The adventures of Mccurry and her warts


In spite of the ad-venture with THLo and the Heimlich maneuver
The Mac had what can be called a happy childhood ..pleasant field trips with
acne-d kids trying to poke her face too with instruments called forks(Yes they can be used for eating too!)
Mac's first brush with the harsh realities of life came in fact even before she had been hatched
Mac was rolling. and rocking down a hill ...when she got picked up by a Chinese peasant woman (a distant relative of THLo) who said "HOW CUTE!" and then promptly rolled Mac over for the remainder of the cliff... (Ack -- Kung Pow)
The Mac rolled and tolled for a great length of time and over great stretches of sand before the cracked shell found its existence in the middle of a great plain.
The Mac reared its tiny gluey head out of the shell and took in the grand world...and my my grand it was...
There was a man in a chariot and another man bowing ...having giant bouts of the unmentioned abominable requiring enormous quantities of angelsoft... such foul winds of change had never blown...and thus the decision was taken to promptly dedicate the incident to legend ...thereby commisioning a band to sing an Ode to the aforementioned environmental "happening" and the army to tear down a particular wall.. To expedite access to a certain room of rest across the border...

note 1
This promptly laid rest to two of the prevailing theories...
One of the supremacy of a certain race...
And the other and more important one
Which came first?
The chicken or the egg?
Ans = the egg rolled over and the chicken went
Not a question of who came first?

The chicken decided that this Q needed to be answered and therefore promptly swallowed great diets of multivitamins (for strength) and Viagra (for depression)
The vitamins found their way and the Viagra did not...getting stuck in the throat ...thereby leading the erstwhile chicken et rooster to croak every morning for help


Mac meanwhile was watching and promptly trotted over to the gentlemen in the chariot
and asked them if...pssst pay attention
IF
"There was a road to cross”?

Diarrhea ...of the verbal kind promptly ensued at great length and great quantities
trying to explain to the bent-over man that this was the question and therefore in order to find the answer he would need to stand up for himself and find a road and then walk across it...Mac meanwhile was frantically trying to assure them of an audience in case the bent-over realized that the world was right-side-up in spite of the visions.
Mac's frantic waving caught the Man's attention however and decided to peel him an onion...
the point being all great things come at a price... a price that Mac was not willing to pay.
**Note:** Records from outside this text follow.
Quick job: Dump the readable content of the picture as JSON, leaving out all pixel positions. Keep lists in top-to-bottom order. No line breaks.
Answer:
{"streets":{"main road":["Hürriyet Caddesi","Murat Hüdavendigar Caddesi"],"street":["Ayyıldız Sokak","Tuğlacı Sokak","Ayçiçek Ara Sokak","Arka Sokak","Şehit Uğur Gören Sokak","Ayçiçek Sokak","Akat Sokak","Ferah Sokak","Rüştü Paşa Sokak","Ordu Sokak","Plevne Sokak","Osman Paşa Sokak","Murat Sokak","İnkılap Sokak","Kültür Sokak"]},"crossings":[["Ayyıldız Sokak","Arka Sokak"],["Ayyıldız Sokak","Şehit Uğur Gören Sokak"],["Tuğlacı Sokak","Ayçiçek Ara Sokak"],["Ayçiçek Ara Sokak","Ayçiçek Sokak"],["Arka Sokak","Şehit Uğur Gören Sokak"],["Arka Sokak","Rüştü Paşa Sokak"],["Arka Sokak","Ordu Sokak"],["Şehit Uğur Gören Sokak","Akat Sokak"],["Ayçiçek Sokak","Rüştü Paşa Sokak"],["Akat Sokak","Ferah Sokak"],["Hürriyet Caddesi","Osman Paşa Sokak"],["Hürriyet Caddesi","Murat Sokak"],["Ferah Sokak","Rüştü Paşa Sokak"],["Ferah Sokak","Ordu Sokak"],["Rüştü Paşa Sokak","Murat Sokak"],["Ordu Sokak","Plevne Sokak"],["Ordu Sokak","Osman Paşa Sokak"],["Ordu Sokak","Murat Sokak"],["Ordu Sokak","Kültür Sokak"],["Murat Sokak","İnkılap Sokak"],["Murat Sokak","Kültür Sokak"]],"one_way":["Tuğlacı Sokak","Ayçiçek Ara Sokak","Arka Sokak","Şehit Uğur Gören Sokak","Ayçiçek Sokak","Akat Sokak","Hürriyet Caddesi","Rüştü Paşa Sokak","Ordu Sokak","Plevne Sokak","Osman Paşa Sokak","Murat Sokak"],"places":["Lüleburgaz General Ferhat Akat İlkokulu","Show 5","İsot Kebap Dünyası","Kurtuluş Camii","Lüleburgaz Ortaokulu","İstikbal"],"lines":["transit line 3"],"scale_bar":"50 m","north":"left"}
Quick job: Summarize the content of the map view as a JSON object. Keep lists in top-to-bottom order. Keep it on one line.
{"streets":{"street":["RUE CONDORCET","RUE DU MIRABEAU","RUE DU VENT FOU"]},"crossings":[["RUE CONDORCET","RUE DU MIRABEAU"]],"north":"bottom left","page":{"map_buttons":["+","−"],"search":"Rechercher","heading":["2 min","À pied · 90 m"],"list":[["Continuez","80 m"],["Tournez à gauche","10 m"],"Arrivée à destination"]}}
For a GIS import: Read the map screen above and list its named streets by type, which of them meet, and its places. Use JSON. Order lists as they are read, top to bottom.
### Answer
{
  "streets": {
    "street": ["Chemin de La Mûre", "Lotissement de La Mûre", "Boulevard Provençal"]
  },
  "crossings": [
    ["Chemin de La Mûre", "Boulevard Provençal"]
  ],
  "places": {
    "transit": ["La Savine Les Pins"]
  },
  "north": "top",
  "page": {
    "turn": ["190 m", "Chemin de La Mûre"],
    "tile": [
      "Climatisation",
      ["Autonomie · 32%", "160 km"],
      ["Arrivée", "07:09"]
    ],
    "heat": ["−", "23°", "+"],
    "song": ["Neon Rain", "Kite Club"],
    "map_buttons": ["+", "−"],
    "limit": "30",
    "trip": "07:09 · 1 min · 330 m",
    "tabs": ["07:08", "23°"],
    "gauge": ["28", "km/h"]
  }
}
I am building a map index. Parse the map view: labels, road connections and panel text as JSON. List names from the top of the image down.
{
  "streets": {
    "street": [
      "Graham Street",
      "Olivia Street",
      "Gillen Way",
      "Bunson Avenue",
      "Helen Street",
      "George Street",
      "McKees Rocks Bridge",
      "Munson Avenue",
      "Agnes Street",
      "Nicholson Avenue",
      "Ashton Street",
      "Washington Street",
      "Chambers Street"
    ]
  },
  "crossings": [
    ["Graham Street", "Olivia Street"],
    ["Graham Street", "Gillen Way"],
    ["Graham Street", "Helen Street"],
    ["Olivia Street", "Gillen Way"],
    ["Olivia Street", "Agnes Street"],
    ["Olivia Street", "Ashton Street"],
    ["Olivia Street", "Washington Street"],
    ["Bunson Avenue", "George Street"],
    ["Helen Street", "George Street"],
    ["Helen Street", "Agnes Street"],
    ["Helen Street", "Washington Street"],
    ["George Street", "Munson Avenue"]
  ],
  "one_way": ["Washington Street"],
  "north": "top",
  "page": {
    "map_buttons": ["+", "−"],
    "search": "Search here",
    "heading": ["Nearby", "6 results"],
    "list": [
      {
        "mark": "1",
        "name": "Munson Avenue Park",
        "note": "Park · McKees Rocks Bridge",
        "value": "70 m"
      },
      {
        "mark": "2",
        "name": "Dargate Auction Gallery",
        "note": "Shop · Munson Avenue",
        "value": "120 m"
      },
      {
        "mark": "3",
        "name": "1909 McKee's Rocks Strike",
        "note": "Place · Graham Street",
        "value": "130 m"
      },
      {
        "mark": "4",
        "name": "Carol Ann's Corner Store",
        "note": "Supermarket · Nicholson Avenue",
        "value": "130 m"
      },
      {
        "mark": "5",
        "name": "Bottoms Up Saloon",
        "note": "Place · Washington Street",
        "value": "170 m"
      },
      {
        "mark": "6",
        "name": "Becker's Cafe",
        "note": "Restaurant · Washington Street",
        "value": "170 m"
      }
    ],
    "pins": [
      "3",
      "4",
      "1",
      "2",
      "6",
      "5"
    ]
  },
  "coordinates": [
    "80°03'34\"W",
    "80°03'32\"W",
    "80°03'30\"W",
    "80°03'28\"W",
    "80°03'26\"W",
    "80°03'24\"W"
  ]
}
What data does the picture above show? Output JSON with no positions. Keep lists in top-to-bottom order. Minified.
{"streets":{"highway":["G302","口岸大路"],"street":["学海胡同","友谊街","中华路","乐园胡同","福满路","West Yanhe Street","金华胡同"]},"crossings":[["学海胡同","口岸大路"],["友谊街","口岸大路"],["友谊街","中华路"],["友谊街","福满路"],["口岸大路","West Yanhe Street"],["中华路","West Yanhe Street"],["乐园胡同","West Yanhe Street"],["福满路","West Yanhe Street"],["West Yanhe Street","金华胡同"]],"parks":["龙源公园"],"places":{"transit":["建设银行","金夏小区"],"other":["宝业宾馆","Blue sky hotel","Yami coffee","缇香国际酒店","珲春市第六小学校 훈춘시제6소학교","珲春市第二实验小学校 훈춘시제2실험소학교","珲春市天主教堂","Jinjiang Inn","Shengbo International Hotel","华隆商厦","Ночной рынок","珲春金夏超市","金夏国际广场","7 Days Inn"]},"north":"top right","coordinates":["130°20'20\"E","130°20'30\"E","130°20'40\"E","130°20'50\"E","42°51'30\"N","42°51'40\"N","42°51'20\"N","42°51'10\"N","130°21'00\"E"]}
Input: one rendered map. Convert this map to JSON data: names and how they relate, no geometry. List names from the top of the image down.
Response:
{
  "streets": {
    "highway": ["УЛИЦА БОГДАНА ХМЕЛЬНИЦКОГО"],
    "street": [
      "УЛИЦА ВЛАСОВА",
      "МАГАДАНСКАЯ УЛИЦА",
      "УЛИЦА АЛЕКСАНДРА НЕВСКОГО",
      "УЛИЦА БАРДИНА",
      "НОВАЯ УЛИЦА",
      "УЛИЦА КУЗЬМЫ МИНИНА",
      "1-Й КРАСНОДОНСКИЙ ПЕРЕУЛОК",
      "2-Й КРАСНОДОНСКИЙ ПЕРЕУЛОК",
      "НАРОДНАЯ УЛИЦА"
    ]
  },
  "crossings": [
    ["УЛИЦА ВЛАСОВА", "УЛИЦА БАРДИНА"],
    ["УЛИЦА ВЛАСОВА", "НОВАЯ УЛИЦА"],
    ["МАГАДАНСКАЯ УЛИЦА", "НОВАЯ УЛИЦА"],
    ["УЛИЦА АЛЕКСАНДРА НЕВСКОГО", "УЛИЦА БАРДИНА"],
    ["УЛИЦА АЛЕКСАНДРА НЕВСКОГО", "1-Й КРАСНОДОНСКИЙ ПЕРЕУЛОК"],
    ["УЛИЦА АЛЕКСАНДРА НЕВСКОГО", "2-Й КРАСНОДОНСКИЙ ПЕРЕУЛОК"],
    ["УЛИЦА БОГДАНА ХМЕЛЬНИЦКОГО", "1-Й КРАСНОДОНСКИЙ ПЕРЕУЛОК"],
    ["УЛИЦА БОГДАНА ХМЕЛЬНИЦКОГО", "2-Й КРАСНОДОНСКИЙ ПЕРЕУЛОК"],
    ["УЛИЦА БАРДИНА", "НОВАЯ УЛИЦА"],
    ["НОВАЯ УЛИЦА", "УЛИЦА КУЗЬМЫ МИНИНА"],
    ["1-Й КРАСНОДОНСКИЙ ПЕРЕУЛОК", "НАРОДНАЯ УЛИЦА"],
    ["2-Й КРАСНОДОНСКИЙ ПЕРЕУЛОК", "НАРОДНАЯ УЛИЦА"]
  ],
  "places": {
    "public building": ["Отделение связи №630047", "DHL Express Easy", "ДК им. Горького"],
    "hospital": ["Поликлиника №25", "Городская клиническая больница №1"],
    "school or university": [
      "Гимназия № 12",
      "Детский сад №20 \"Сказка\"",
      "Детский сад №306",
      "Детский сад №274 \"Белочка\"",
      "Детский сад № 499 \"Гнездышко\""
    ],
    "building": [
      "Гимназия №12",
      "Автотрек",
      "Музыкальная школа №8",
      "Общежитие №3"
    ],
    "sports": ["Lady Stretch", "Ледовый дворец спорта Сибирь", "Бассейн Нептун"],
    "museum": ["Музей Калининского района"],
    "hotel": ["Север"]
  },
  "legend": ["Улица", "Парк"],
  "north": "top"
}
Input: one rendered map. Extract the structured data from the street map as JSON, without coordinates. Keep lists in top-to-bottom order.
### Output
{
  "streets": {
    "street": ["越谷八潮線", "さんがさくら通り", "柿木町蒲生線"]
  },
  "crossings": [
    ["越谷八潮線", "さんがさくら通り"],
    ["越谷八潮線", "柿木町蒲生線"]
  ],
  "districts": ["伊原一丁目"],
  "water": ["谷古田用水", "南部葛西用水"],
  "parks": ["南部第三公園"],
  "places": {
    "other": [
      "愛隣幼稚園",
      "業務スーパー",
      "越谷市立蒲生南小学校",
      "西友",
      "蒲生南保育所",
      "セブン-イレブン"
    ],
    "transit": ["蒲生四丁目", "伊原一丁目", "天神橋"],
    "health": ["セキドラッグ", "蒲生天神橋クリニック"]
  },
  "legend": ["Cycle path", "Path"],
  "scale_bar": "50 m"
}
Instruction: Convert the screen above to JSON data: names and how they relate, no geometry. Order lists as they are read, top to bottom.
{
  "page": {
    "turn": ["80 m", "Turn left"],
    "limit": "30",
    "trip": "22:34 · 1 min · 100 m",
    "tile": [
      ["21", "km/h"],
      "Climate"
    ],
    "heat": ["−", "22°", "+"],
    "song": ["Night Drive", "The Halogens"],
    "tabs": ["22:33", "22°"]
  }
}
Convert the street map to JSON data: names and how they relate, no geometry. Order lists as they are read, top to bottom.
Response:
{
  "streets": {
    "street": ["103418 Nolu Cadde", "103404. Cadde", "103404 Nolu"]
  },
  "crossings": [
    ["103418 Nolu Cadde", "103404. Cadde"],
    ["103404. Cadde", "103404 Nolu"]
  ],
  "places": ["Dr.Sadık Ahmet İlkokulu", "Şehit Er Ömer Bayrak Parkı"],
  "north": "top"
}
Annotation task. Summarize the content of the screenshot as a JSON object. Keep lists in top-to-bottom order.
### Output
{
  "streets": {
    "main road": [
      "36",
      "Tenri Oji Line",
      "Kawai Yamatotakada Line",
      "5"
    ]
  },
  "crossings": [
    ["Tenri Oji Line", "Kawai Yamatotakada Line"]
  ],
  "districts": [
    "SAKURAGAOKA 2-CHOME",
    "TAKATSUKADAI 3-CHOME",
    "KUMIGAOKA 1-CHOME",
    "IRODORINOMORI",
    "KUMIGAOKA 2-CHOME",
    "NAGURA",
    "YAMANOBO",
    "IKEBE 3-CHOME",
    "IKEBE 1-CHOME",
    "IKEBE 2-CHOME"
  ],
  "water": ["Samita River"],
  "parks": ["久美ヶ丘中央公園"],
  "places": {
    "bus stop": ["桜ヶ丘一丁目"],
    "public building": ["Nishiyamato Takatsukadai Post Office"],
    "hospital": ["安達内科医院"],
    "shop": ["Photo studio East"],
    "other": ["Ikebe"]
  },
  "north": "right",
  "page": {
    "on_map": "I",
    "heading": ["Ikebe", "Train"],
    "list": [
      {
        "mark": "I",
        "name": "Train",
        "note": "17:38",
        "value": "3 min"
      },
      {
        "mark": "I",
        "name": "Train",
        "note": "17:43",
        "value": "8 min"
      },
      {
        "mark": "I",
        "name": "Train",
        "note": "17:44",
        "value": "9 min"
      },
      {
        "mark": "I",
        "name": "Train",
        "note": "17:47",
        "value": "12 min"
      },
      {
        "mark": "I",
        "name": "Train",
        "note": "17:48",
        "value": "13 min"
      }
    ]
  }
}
So Mac decided that the next best course of action would be to roll over...
The onion was something Mac was NOT willing to go dutch over!

Mac however was dreadfully unimaginative and deploring her inability to conjure up a mirage ...especially now when the thirst was overpowering... at this opportune moment came rain ... not like Mac was begging ...was mostly salty as she drank it and truthfully so (for senses DONOT lie!) the rain was of a different kind ... made of giant drops of salty water which seemed to have these origins in..as she looked up ...at these gargantuan rolling eyes in the sky ... almost as if to say
if you run out of things to feel sorry for...count on me!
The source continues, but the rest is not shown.